Estes encontros são criados para dar destaque a histórias pouco contadas sobre a África que mostram as diversas perspectivas do continente, explica Cynthia Butare, diretora da rede africana francófona da Zikora. "Trata-se de assegurar que a nossa plataforma reflita a rica diversidade de histórias na África", diz. "Por meio do trabalho em conjunto com outros diretores, nosso objetivo é manter a autenticidade e a relevância da narrativa do Zikora."
O futuro
O Zikora ainda não completou um ano, mas Oduah e sua equipe já estão fazendo planos de expansão.
"Nós pretendemos fazer mais filmes e vendê-los para grandes plataformas de streaming, como Amazon e Netflix", diz Oduah. "Nós também vamos colaborar com artistas em todo o coletivo por meio do projeto The Collective Tree. Queremos ter uma base de dados de diferentes tipos de artistas, que também vão formar uma rede de apoio."

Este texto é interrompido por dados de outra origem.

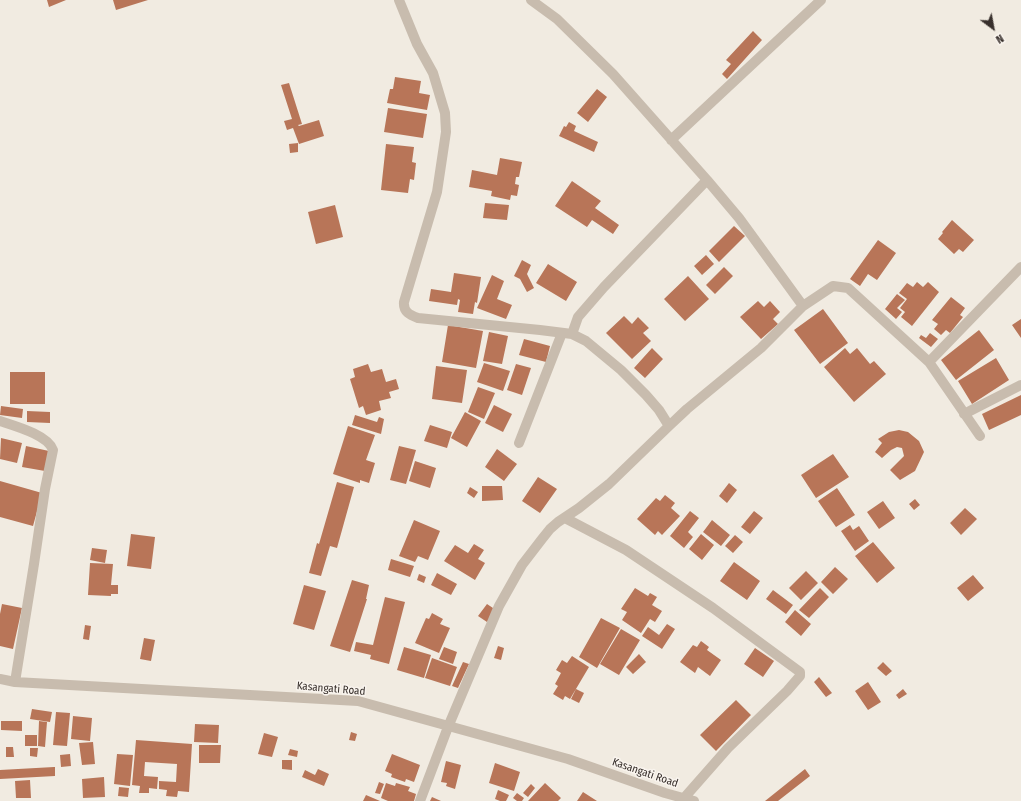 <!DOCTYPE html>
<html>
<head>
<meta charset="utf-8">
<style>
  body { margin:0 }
  #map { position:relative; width:1021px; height:801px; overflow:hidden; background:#f1ebe1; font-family:"Fira Sans Condensed",sans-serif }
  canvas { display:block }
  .north { position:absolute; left:973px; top:8px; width:40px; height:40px; -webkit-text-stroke:3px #f9f4ee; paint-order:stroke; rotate:148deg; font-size:11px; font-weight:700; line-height:16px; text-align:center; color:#38302c }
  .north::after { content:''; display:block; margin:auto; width:14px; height:18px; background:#38302c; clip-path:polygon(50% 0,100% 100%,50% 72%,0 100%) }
</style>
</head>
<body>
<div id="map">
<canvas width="1021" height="801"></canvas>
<div class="north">N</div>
</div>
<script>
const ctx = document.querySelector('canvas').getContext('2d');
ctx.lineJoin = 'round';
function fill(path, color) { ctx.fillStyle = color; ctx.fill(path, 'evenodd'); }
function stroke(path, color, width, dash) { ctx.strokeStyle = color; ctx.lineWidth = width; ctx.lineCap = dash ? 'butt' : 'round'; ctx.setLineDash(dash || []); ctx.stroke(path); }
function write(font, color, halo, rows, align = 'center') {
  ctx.font = font + ' "Fira Sans Condensed",sans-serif'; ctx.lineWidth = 3; ctx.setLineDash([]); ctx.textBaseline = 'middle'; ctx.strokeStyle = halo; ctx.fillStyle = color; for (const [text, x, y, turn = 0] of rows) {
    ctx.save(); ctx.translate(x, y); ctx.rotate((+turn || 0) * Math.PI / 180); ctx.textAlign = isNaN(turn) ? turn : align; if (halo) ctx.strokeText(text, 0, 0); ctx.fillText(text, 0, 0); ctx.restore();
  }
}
const building = new Path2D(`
  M47 0H66L49 7Z
  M113 0H148L116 10Z
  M753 31 762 40 727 79 722 74 731 64 726 60Z
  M395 77 421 81 419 93 430 95 427 110 387 103 390 89H393Z
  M289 83 302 124 298 125 299 126 319 120 324 136 299 144 293 128 287 130 284 121 292 119 281 85Z
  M597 89 607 97 588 122 577 113Z
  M388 108 427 114 423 138 384 132Z
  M569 122 576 126 574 131 598 142 594 152 559 136 564 126 566 127Z
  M298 143V152L290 153 289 144Z
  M386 144 414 147 412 162 416 163 414 180 410 179 408 193 381 190Z
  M500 158 522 162 519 177H516L515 184 519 185 517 196 511 195 510 200 491 196 492 191 469 187 472 170 497 175Z
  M572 181 601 201 595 208 619 225 613 234 592 220 587 227 555 206Z
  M485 203 509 205 507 220 483 218Z
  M335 205 343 237 316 244 308 212Z
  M952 220 974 240 963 252 959 249 954 254 938 239 943 233 942 232Z
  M734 226 745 236 719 262 709 251Z
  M878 240 896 253 877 280 868 274 860 286 850 279Z
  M706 255 714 264 702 275 694 266Z
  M522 260 531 265 527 274 534 288 527 292 520 279 514 276Z
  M548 264 577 282 566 301 536 283Z
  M724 267 733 276 715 294 706 285Z
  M454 273 481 277 477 303 475 302 473 314 458 312 460 300 458 299 457 305 429 301 431 289 451 292Z
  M492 275 504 281 497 299 512 305 506 319 477 308Z
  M688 276 709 299 685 321 664 299Z
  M917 282 923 287 928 282 939 292 912 326 901 317 905 312 900 308 907 299 899 293 907 283 913 287Z
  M897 294 905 300 897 308 902 312 896 319 885 309Z
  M951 297 965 308 960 315 963 317 950 333 946 330 941 335 934 329 938 324 932 320Z
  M758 301 764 307 770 301 780 312 773 319 778 324 761 339 740 317Z
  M823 309 848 343 820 364 794 330Z
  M624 316 632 324 638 317 649 328 643 333 651 341 632 359 606 333Z
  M1021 319V338L1012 325Z
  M448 325 483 331 476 368 442 362Z
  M979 330 994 350 956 380 941 360Z
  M489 332 508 336 502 364 483 361Z
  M930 333 938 339 931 347 919 338 921 335 926 338Z
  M524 339 550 346 546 362 519 355Z
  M652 348 663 359 645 378 634 368Z
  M845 348 850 354 857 348 870 364 874 361 886 374 854 402 824 367Z
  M996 358 1009 380 972 404 958 381Z
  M484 363 510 371 503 391 477 382Z
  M368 364 371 372 382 369 386 382 396 379 399 389 389 392 391 398 379 401 381 410 366 415 363 406 359 408 350 379 355 377 353 369Z
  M516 364 531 368 522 395 507 390Z
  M436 366 467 370 462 403 432 399Z
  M10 372H45V404H10Z
  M478 387 495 393 484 419 468 412Z
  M1021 395V415L989 430 982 414Z
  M494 405 512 414 503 432 485 423Z
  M1 406 23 409 22 418 0 415Z
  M27 411 50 412V423L27 422Z
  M465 412 481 421 467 447 451 438Z
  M355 415 377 422 379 417 384 419 381 434 352 425Z
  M430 425 452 432 447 448 424 441Z
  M348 426 375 435 366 460 375 463 369 483 360 480V483L333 474Z
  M899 430 908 432 919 441 924 452 915 471 900 480 890 470 904 456 902 448 897 447 891 450 882 458 875 452 882 443 878 439 889 432Z
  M1 438 22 443 17 463 0 459Z
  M26 446 49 451 45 471 22 467Z
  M399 446 416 450 406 484 390 480Z
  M497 449 517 464 504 481 485 467Z
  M833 454 849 477 816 498 801 475Z
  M415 461 436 468 430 488 409 481Z
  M538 477 557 489 540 513 522 501Z
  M0 481 42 493 33 526 0 517Z
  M337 482 354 487 337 548 330 546 321 576 309 573 317 543 319 544Z
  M729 483 737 490 727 503 719 496Z
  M482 486H502L503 500 482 501Z
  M470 487 478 492 474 498 467 493Z
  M837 488 855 515 836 527 818 501Z
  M665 495 675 503 671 508 680 516 662 535 658 531 655 535 637 519 656 498 660 501Z
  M915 499 920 505 914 510 909 504Z
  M883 501 895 518 879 529 867 512Z
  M965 508 977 519 961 535 950 523Z
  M690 511 699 518 688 532 693 537 684 548 670 536Z
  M754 511 763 518 750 534 741 527Z
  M414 520 440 531 428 560 418 556 415 562 399 556Z
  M712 520 730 535 721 546 703 532Z
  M850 525 853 530 859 526 869 541 855 551 841 531Z
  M131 534 155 537 151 569 127 566Z
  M701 534 714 545 702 560 689 549Z
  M735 535 743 542 733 553 725 546Z
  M873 542 895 568 877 583 855 556Z
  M474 544 484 550 478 559 485 563 475 580 444 561 455 545 468 553Z
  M92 548 107 550 105 563 90 560Z
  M391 559 414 566 410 577 388 570Z
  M734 562 760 581 747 600 720 581Z
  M90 563 113 564 111 585H118V594H111V596L88 595Z
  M835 567 848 579 833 594 821 582Z
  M806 571 818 583 801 600 789 588Z
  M437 573 457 584 451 595 431 585Z
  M419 574 426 577 424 583 417 580Z
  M973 575 984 588 968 601 957 588Z
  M352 580 369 585 366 599H367L350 652 330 646Z
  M304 585 326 591 314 630 293 624Z
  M635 588 648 596 650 593 657 597 652 605 662 611 655 622 650 619 641 633 622 620 627 612 621 609Z
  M820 588 829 597 809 618 799 610Z
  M773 590 793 605 786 614 766 599Z
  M385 597 405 602 389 664 370 659 371 655 354 651 356 642 373 645Z
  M2 604 22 608 13 649 0 646V614Z
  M487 604 496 610 487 622 478 616Z
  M795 610 811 624 801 636 785 622Z
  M432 613 443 619 440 624 450 628 439 653 415 643 426 618 429 619Z
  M601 618 620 628 597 668 579 657Z
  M667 624 675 629 662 649 642 636 648 627 659 635Z
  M85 625 91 626 89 640 83 639Z
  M621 629 640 640 619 675 600 664Z
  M144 638 155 640 151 661 140 659Z
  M701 641 709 647 707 650 721 660 710 676 698 667 695 673 680 662 693 645 697 647Z
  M498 646 504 648 501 660 494 658Z
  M404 647 431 655 424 678 397 670Z
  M444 647 457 652 453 664 439 659Z
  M755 648 774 661 763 677 744 664Z
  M639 654 646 662 633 674 626 667Z
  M572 656 589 667 570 699 565 696 563 700 553 694 558 686 555 684 561 673 556 670 562 660 567 663Z
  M432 658 457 667 450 686 425 678Z
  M463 662 469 664 458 688 452 686Z
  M883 662 892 671 886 676 877 668Z
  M819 677 832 693 826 697 814 682Z
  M868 682 881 702 868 710 855 691Z
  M576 689 584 693 579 703 571 699Z
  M903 689 907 694 899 699 896 695Z
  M736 700 751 715 716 751 700 735Z
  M32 709 52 712 50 722 30 719Z
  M56 712 70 713 67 746 53 745Z
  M73 716 92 718 90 741 71 739Z
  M1 721H22V731L1 730Z
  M39 721 47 722 45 747 38 746Z
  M195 724 219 725 218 743 194 742Z
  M351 732 357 734 355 741 349 740Z
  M264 733 278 737 272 757 258 754Z
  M25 735H37V746H25Z
  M136 740 192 744 189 792 178 791 177 797 166 796 167 790 159 789V781L176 782 177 764 145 762 144 776 158 777 157 789 149 788V793H139L140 786 132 785Z
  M93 742 95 764 82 765 79 743Z
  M199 745H221L220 763H199Z
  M6 747H13L14 757H6Z
  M30 748H38L37 757 30 756Z
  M290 749 298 751 297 757 288 755Z
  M70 754 71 766 61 767 60 755Z
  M117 754 133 755 130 786 114 784Z
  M392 754 420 765 414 782 406 779 405 782 391 777 392 774 385 771Z
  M282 760H292V770L282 769Z
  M446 761 461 765 455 789 446 786 447 783 441 782Z
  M495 763 520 772 514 791 489 783Z
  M54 767H55V776L0 779V770Z
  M318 769 329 774 324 786 302 777 305 770 315 775Z
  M805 769 810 776 778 801H765Z
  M104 777 105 797 83 798 82 779Z
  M30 780 31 798H16L15 781Z
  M379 782 384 784 380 794 375 793Z
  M386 783 395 786 396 783 410 787 408 791 416 794 414 801H388L381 798Z
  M545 783 561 798 558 801H528Z
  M531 784 535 788 528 797 523 793Z
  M119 787 129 788 128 797 118 796Z
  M498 790 509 795 506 801H500L495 799Z
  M583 792 597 801H577Z
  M517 793 524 798 522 801H517L513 798Z
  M366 795 380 801H363Z
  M432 797 441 801H430Z`);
const minor = new Path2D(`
  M399 0 417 44 433 73 445 113 446 132 437 192 404 302C403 312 410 315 418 318L540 330 572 334 586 341 621 370 646 395 659 410 669 426
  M671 140 821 0
  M803 306 833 286 848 288 929 362 980 436
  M572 334 578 317 604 287 707 180
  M929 362 1021 267
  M964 414 1021 385
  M0 421C15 426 48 435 53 450L45 489 34 564 15 682
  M519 443 562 333
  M565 518 626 550 713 608 800 672V676L787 691 728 748 684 798
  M0 679 15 682 358 701 568 759 665 793 694 801
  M420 801 448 727 499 606 522 565 542 539 550 529 558 522 579 508 609 484 669 426 687 409 761 348 803 306 739 218 707 180 613 74 557 19 531 0`);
const streetNames = [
  ["Kasangati Road",331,689,5],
  ["Kasangati Road",645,773,19]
];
fill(building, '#b87558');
stroke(minor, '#c8bcae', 10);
write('11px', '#38302c', '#f9f4ee', streetNames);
</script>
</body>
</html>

Odyuah também espera começar a distribuir uma revista imprensa pelo mundo. O produto vai se basear em histórias da categoria Diáspora e será publicado duas vezes no ano.
"Queremos contar histórias que representem a realidade da África de uma forma que não haja uma agenda negativa", diz Oduah. "Há um novo despertar de consciência sobre a necessidade de sermos donos de nossa própria história e determinar nosso futuro [...] nós precisamos identificar aquilo que valorizamos e rejeitamos como africanos."